L’écriture est l’une des voies que je souhaite désormais explorer le plus. J’aimerais écrire un livre sur mon expérience ; je crois avoir désormais suffisamment de recul pour en parler. J’ai pratiqué un métier extrême qui touche à l’intimité, à la sexualité, aux rapports de force, au pouvoir, à la vie de famille… c’est très intense. A travers cette expérience, je peux raconter plein de choses qui peuvent toucher les gens. J’aimerais également faire du cinéma, oui, j’ai des tournages de prévus mais je ne peux pas en dire plus. Je découvre les joies du cinéma traditionnel, qui est très lent. Dans le porno, les choses vont très vite : on est booké du jour au lendemain. Dans le cinéma, il faut parfois six mois ou un an pour que ça se mette en place.
Es-tu toi-même consommatrice de porno ?
C’est très rare ; ça me déprime en général, je trouve ça triste. Je ne peux absolument pas regarder une scène où je connais les acteurs – ça ne me fera aucun effet, je ne peux pas prendre au sérieux mes potes. Je vais repérer si la fille a du plaisir ou non, ses techniques, ses stratégies… je ne peux pas regarder un porno en simple spectatrice.
L’amitié peut donc exister entre des acteurs et des actrices porno ?
Oui, bien sûr ! Mes meilleurs amis sont respectivement un ancien et une ancienne actrice porno. Le porno est dans la vie de tous les jours, dans l’érotisme, dans les situations inattendues, dans l’improvisation, dans les rencontres… La vidéo fait réagir – comme quand on voit une tarte tatin avec une boule de glace à la vanille. En réalité, moi, ce qui m’excite le plus, c’est ce qui va jouer sur mon cerveau. Il y a une forme de tristesse dans le porno ; j’ai participé à cela donc je ne le dénigre pas, mais si j’ai aimé faire du porno, je n’aime pas pour autant en regarder. Pareil avec certains amis que j’ai au Cirque du Soleil, ils ne vont eux-mêmes jamais au cirque ! Moi j’aime vivre le sexe, et non pas le regarder. Si je veux quelque chose qui m’excite vraiment, je vais lire du Georges Bataille.
Est-ce que pour toi, le porno avilit la femme ou la libère ?
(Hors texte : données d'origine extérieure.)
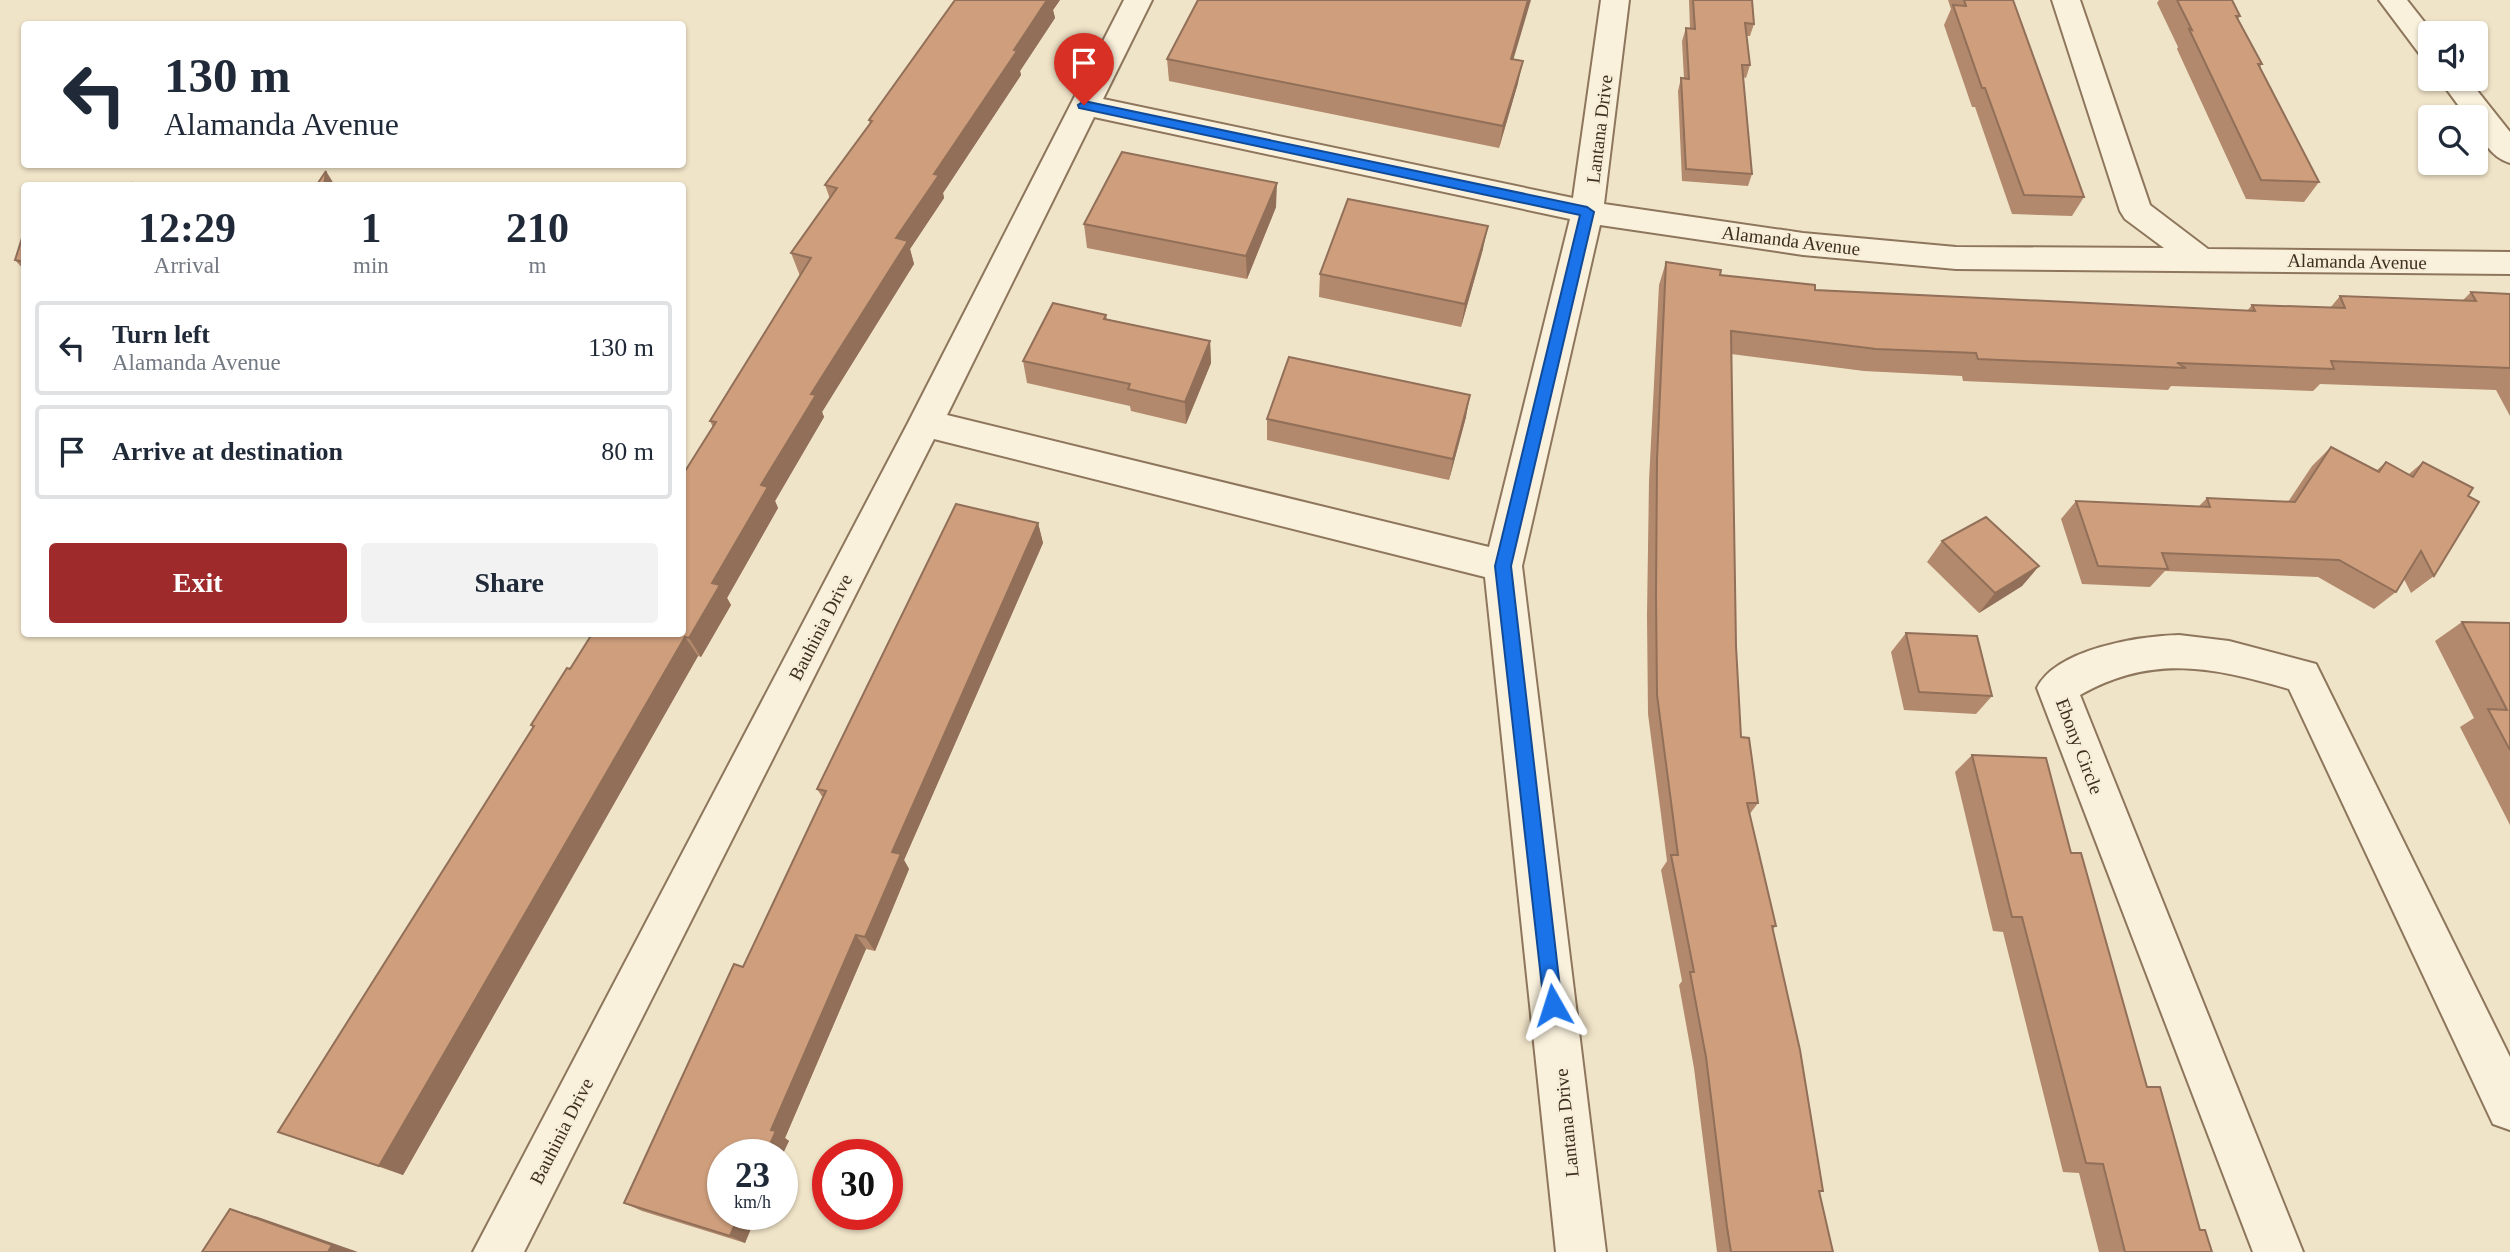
<!DOCTYPE html>
<style>
:root{--surface:#fff;--page:#f2f2f3;--text:#1f2937;--muted:#747a83;--line:#e0e1e3;--accent:#9e2a2b}
body{margin:0;font-family:Georgia,serif;background:var(--page);color:var(--text);height:100vh;display:flex;flex-direction:column;font-size:26px;white-space:nowrap}
*{box-sizing:border-box;margin:0}
p{font-size:23px;color:var(--muted)}
.icon{flex:none;width:38px;height:38px;fill:none;stroke:currentColor;stroke-width:2;stroke-linecap:round;stroke-linejoin:round}
.map{position:relative;flex:1;overflow:hidden}
.details{position:absolute;left:21px;top:182px;width:665px;height:455px;display:flex;flex-direction:column;background:var(--surface);border-radius:7px;box-shadow:0 2px 5px #0004}
.details>*{flex:none}
.guide{position:absolute;left:21px;top:21px;width:665px;height:147px;border-radius:7px;box-shadow:0 2px 5px #0004;background:#fff;color:var(--text);overflow:hidden}
.fabs{position:absolute;left:2418px;top:21px;display:grid;gap:14px}
.fabs a{display:grid;place-items:center;width:70px;height:70px;border-radius:7px;background:var(--surface);box-shadow:0 2px 5px #0004;font-size:35px}
.speed{position:absolute;left:707px;top:1139px;display:flex;gap:14px;font-size:35px;font-weight:700;text-align:center}
.speed>*{display:grid;place-content:center;width:91px;height:91px;border-radius:50%;background:var(--surface);box-shadow:0 2px 5px #0004;line-height:1}
.speed small{font-size:18px;font-weight:400}
.speed .limit{border:10px solid #d22;background:#fff;color:#111}
.pin{position:absolute;display:grid;place-items:center;width:60px;height:60px;color:#fff;margin:-72px -30px;border-radius:50% 50% 50% 0;rotate:-45deg;box-shadow:0 0 7px #0007}
.pin .icon{rotate:45deg}
.me{position:absolute;width:77px;margin:-38px;rotate:354deg;stroke-linejoin:round;filter:drop-shadow(0 0 5px #0008)}
.turn{display:flex;align-items:center;gap:24px;height:147px;padding:0 28px;font-size:32px}
.turn .icon{width:91px;height:91px;stroke-width:2.5}
.turn b{display:block;font-size:49px;line-height:60px}
.eta{display:flex;justify-content:space-evenly;align-items:center;height:119px;text-align:center}
.eta b{font-size:42px;font-weight:700;line-height:49px}
.cta{display:flex;gap:14px;margin-top:auto;padding:14px 28px}
.cta a{flex:1;height:80px;border-radius:7px;background:var(--accent);color:#fff;font-size:28px;font-weight:700;line-height:80px;text-align:center}
.cta a+a{background:var(--page);color:var(--text)}
ul{padding:0;list-style:none}
li{display:flex;align-items:center;gap:21px;height:94px;margin:0 14px 10px;padding:0 14px;border:4px solid var(--line);border-radius:7px}
li div{flex:1}
li b{display:block;font-size:26px}
li em{font-style:normal}
.map>svg:first-child{display:block}
.lines{fill:none;stroke-linecap:round;stroke-linejoin:round}
.minor-casing{stroke:#8d765c;stroke-width:4}
.minor{fill:#faf1dc;fill-rule:evenodd}
.wall{fill:#b2896c}
.shaded-wall{fill:#916f58}
.building{fill:#cf9f7d;stroke:#916f58;stroke-width:2}
.route{fill:#1a73e8;stroke:#114b97;stroke-width:2}
.labels{text-anchor:middle;stroke-width:5;stroke-linejoin:round;paint-order:stroke}
.street-label{font-size:19px;fill:#3d2e20;stroke:#f7eed8}
</style>
<div class="map">
<svg width="2510" height="1252" viewBox="0 0 2510 1252">
<rect width="100%" height="100%" fill="#f0e4c8"/>
<g class="lines">
<defs>
<g id="minor">
<path d="M1124 0H1152L1103 99 1573 198 1601 0H1629L1604 204 1803 233 1956 247 2164 248 2125 219 2120 211 2052 0H2080L2150 205 2208 249 2510 252V274L1956 269 1803 255 1600 225 1522 566 1606 1252H1556L1485 577 934 439 524 1252H473L908 423ZM1094 117 1570 219 1489 547 947 415Z"/>
<path d="M2379 0H2407L2433 33 2431 59 2421 56Z"/>
<path d="M2439 79H2468L2510 132V163C2492 158 2476 136 2476 117H2467Z"/>
<path d="M2179 635 2229 641 2316 664 2510 1057V1130L2493 1124 2289 689C2212 667 2153 654 2080 695L2303 1252H2253L2037 688C2056 649 2139 636 2179 635Z"/>
</g>
</defs>
<!-- minor casing -->
<use href="#minor" class="minor-casing"/>
<!-- minor -->
<use href="#minor" class="minor"/>
</g>
<!-- wall -->
<g class="wall">
<path d="M955 0H1060L1053 10 1055 18 1020 71 1021 75 943 193 944 198 910 249 914 264 822 412 824 417 775 501 778 508 727 598 731 605 701 657 698 656 403 1175 278 1132 533 728 531 725 570 669 682 634 713 427 710 421 800 276 791 253 830 199 825 185 870 125 869 120Z"/>
<path d="M1689 0H1752L1754 24 1750 36H1747L1750 65 1746 78 1743 77 1752 174 1748 186 1682 181 1678 91 1681 78 1684 79 1682 41 1686 28 1690 29Z"/>
<path d="M1948 0H2013L2084 197 2072 216 2012 214 1975 107H1972L1944 25 1951 9Z"/>
<path d="M2159 0H2232L2240 16 2238 19 2262 64 2260 67 2319 182 2304 202 2246 199 2177 49 2178 47 2157 3Z"/>
<path d="M1167 59H1514L1518 83 1499 148 1169 81Z"/>
<path d="M1276 207 1247 279 1087 248 1084 224Z"/>
<path d="M24 232V270L15 260Z"/>
<path d="M1483 249 1461 327 1319 297 1320 274Z"/>
<path d="M1666 262 1720 275 1815 290 2247 311 2252 305 2330 308 2340 296 2462 301 2471 292 2510 294V416L2496 390 2320 384 2313 391 2171 386 2168 390 1963 381 1962 376 1864 371 1731 354 1736 646 1741 737 1758 803 1749 815 1776 926 1773 929 1823 1191 1819 1193 1833 1252H1717L1694 1068 1679 985 1682 981 1661 870 1667 861 1648 714 1647 616 1649 481 1659 285Z"/>
<path d="M1106 315 1107 319 1210 341 1211 363 1186 424 1131 411 1130 406 1027 383 1023 361Z"/>
<path d="M1466 417 1449 480 1267 440V419Z"/>
<path d="M2331 447 2377 470 2386 462 2409 474 2423 462 2468 496 2434 576 2411 593 2404 579 2396 592 2374 609 2318 577 2165 571 2150 587 2082 584 2061 519 2076 501 2198 507 2207 498 2288 502 2312 466Z"/>
<path d="M1038 523 1043 543 904 860 909 869 875 951 866 949 785 1138 789 1141 723 1214H757L745 1243 642 1211 624 1203 743 967 823 798 817 789Z"/>
<path d="M1942 541 2039 566 2022 586 1979 613 1927 562Z"/>
<path d="M2462 622 2510 623V825L2460 727 2474 718 2435 641Z"/>
<path d="M1906 633 1992 696 1976 714 1904 710 1891 652Z"/>
<path d="M1972 755 2071 853 2147 1087 2200 1230 2212 1252H2099L2079 1173 2063 1172 2003 932 1993 931 1955 772Z"/>
</g>
<!-- shaded-wall -->
<g class="shaded-wall">
<path d="M1046 0H1060L1053 10 1055 18 1020 71 1021 75 943 193 944 198 910 249 914 264 822 412 824 417 775 501 778 508 727 598 731 605 701 657 689 638 712 583 761 485 896 238 934 174Z"/>
<path d="M1528 0H1531L1507 81 1511 59Z"/>
<path d="M1523 61 1518 83 1499 148 1503 126Z"/>
<path d="M326 171 334 184V186H324Z"/>
<path d="M1277 183 1276 207 1247 279 1246 256Z"/>
<path d="M1488 226 1483 249 1461 327 1465 304Z"/>
<path d="M1210 341 1211 363 1186 424 1185 402Z"/>
<path d="M1470 395 1466 417 1449 480 1453 459Z"/>
<path d="M1038 523 1043 543 904 860 909 869 875 951 865 937 892 852Z"/>
<path d="M2039 566 2022 586 1979 613 1995 593Z"/>
<path d="M685 637 698 656 403 1175 379 1166Z"/>
<path d="M856 935 866 949 785 1138 789 1141 782 1156 765 1155 771 1130Z"/>
<path d="M230 1209 258 1217 358 1252H328Z"/>
<path d="M739 1214H757L745 1243 730 1236Z"/>
</g>
<!-- building -->
<g class="building">
<path d="M955 0H1047L1014 50 1017 51 934 174 939 175 896 238 908 241 811 394 816 395 761 485 768 487 712 583 720 585 689 638 685 637 379 1166 278 1132 534 726 531 725 567 668 570 669 592 634H682V476L716 422 710 421 811 258 791 253 837 188 825 185 872 121 869 120Z"/>
<path d="M1198 0H1528L1511 59 1523 61 1503 126 1167 59Z"/>
<path d="M1693 0H1752L1754 24 1745 23 1750 65H1742L1752 174 1686 169 1681 78 1689 79 1686 28 1695 29Z"/>
<path d="M1964 0H2013L2084 197 2024 195 1985 88H1982L1953 5 1966 6Z"/>
<path d="M2177 0H2232L2240 16H2236L2262 64H2258L2319 182 2261 180 2189 29 2192 30Z"/>
<path d="M1122 152 1277 183 1246 256 1084 224Z"/>
<path d="M326 171 324 186H316Z"/>
<path d="M131 183 130 186H112Z"/>
<path d="M1348 199 1488 226 1465 304 1320 274Z"/>
<path d="M24 232V262L15 260Z"/>
<path d="M1666 262 1721 270 1720 275 1815 285V290L2255 311 2252 305 2345 308 2340 296 2476 301 2471 292 2510 294V368L2331 361 2334 369 2177 363 2186 368 1978 359 1976 353 1876 349 1731 331 1736 646 1741 737 1749 738 1758 803H1747L1776 926H1772L1800 1050 1823 1191H1819L1833 1252H1731L1727 1227 1706 1057 1690 972H1694L1671 855H1678L1657 695 1656 596 1657 459Z"/>
<path d="M1053 303 1106 315 1104 319 1210 341 1185 402 1128 389 1130 384 1023 361Z"/>
<path d="M1289 357 1470 395 1453 459 1267 419Z"/>
<path d="M2331 447 2379 472 2386 462 2413 477 2423 462 2473 488 2468 496 2479 502 2434 576 2421 551 2396 592 2339 560 2162 553 2168 569 2098 566 2076 501 2210 507 2207 498 2295 502Z"/>
<path d="M956 504 1038 523 892 852 901 854 865 937 856 935 771 1130 776 1131 765 1155H723V1214H739L730 1236 624 1203 734 964 743 967 826 791 817 789Z"/>
<path d="M1986 517 2039 566 1995 593 1942 541Z"/>
<path d="M2462 622 2510 623V750L2488 709 2507 710Z"/>
<path d="M1906 633 1977 636 1992 696 1919 692Z"/>
<path d="M1972 755 2046 758 2071 853H2081L2147 1087H2160L2200 1230H2205L2212 1252H2125L2103 1164 2086 1163 2022 917H2012Z"/>
<path d="M230 1209 332 1245 328 1252H202Z"/>
</g>
<!-- route -->
<path class="route" d="M1084 101 1587 207 1594 212 1511 566 1562 1005 1560 1011 1553 1014 1546 1011 1544 1005 1495 566 1580 215 1079 108 1078 105Z"/>
<g class="labels">
<!-- street labels -->
<g class="street-label">
<text transform="translate(1599 129) rotate(-83)" y="7">Lantana Drive</text>
<text transform="translate(1791 240) rotate(7)" y="7">Alamanda Avenue</text>
<text transform="translate(2357 261) rotate(1)" y="7">Alamanda Avenue</text>
<text transform="translate(820 627) rotate(-63)" y="7">Bauhinia Drive</text>
<text transform="translate(2080 746) rotate(69)" y="7">Ebony Circle</text>
<text transform="translate(1566 1123) rotate(-96)" y="7">Lantana Drive</text>
<text transform="translate(561 1131) rotate(-63)" y="7">Bauhinia Drive</text>
</g>
</g>
</svg>
<div class="fabs">
<a><svg class="icon" aria-label="sound" viewBox="0 0 24 24"><path d="M4 9h4l5-4v14l-5-4H4zM17 9q2 3 0 6"/></svg></a>
<a><svg class="icon" aria-label="search" viewBox="0 0 24 24"><circle cx="10" cy="10" r="6"/><path d="M15 15l6 6"/></svg></a>
</div>
<div class="speed"><div>23<small>km/h</small></div><div class="limit">30</div></div>
<div class="pin" style="left:1084px;top:105px;background:#d93025"><svg class="icon" aria-label="arrive" viewBox="0 0 24 24"><path d="M6 21V4h12l-3 4 3 4H6"/></svg></div>
<svg class="me" style="left:1553px;top:1005px" viewBox="-20 -20 40 40"><path d="M0-17L14 15 0 8-14 15z" fill="#1a73e8" stroke="#fff" stroke-width="4"/></svg>
<div class="guide">
<div class="turn"><svg class="icon" aria-label="left" viewBox="0 0 24 24"><path d="M17 20v-9H6M10 6l-5 5 5 5"/></svg><div><b>130 m</b>Alamanda Avenue</div></div>
</div>
<section class="details">
<div class="eta">
<div><b>12:29</b><p>Arrival</p></div>
<div><b>1</b><p>min</p></div>
<div><b>210</b><p>m</p></div>
</div>
<ul>
<li><svg class="icon" aria-label="left" viewBox="0 0 24 24"><path d="M17 20v-9H6M10 6l-5 5 5 5"/></svg><div><b>Turn left</b><p>Alamanda Avenue</p></div><em>130 m</em></li>
<li><svg class="icon" aria-label="arrive" viewBox="0 0 24 24"><path d="M6 21V4h12l-3 4 3 4H6"/></svg><div><b>Arrive at destination</b></div><em>80 m</em></li>
</ul>
<div class="cta"><a>Exit</a><a>Share</a></div>
</section>
</div>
Ni l’un ni l’autre : ça avilit uniquement si on accepte de le vivre comme tel, mais comme n’importe quelle autre activité au final. Certaines personnes se font malmener dans des boulots dits respectables. Quand j’ai commencé le porno, je trouvais ça super excitant et libérateur de m’habiller en pute, pour casser mon image de jeune fille réservée. Le problème arrive quand ça devient un système, une mécanique qu’on nous impose. Quand on m’a dit que j’étais une pute, là, il y a un problème. Je ne voulais pas m’enfermer dans un personnage. Ce qui est triste avec la plupart des actrices X, c’est qu’elles arrivent à se persuader qu’elles ne sont bonnes qu’à ça, à cause des discours extérieurs notamment. C’est la pression sociale.
Si tu as une fille qui te dit qu’elle veut faire du porno, tu réagis comment ?
Je l’enferme dans un placard ! (Rires) Non, je suis incapable de répondre à cette question, c’est quelque chose qui ne se prévoit pas. Quand on devient parent, tout change, on voit la vie différemment. Si j’ai une fille, ce qui m’importe, c’est qu’elle sache qui elle veut devenir.
Penses-tu qu’il existe un porno «intello» comme certains et certaines le prétendent ?
Je ne sais pas quelle est la définition du porno intello : pour moi, un bon porno, c’est un porno qui fait bander. Après, il y a mille et une manières d’exciter. Je pense ceci dit qu’il y a un intérêt grandissant pour le porno fait par les femmes et qui n’est pas forcément fait que pour les femmes. Mais les discours ont tendance à m’ennuyer ; dès que ça part dans la philosophie, ça me fatigue. Après, ça dépend de la définition qu’on a du porno : il y a des films dits pornos qui se font, qui sont un produit et que l’on vend. Et puis après, il y a des films pornographiques comme Nymphomaniac – je l’ai adoré, ce film. Il est extrêment brillant. Mais si les gens y vont pour se branler, ils se trompent – c’est un porno intello, dans un sens. Un porno intelligent car il a du sens. Mais on ne va pas y aller pour se masturber après. Donc c’est un mauvais porno ! (Rires) On dira que c’est un bon film, mais un mauvais porno ! (Rires)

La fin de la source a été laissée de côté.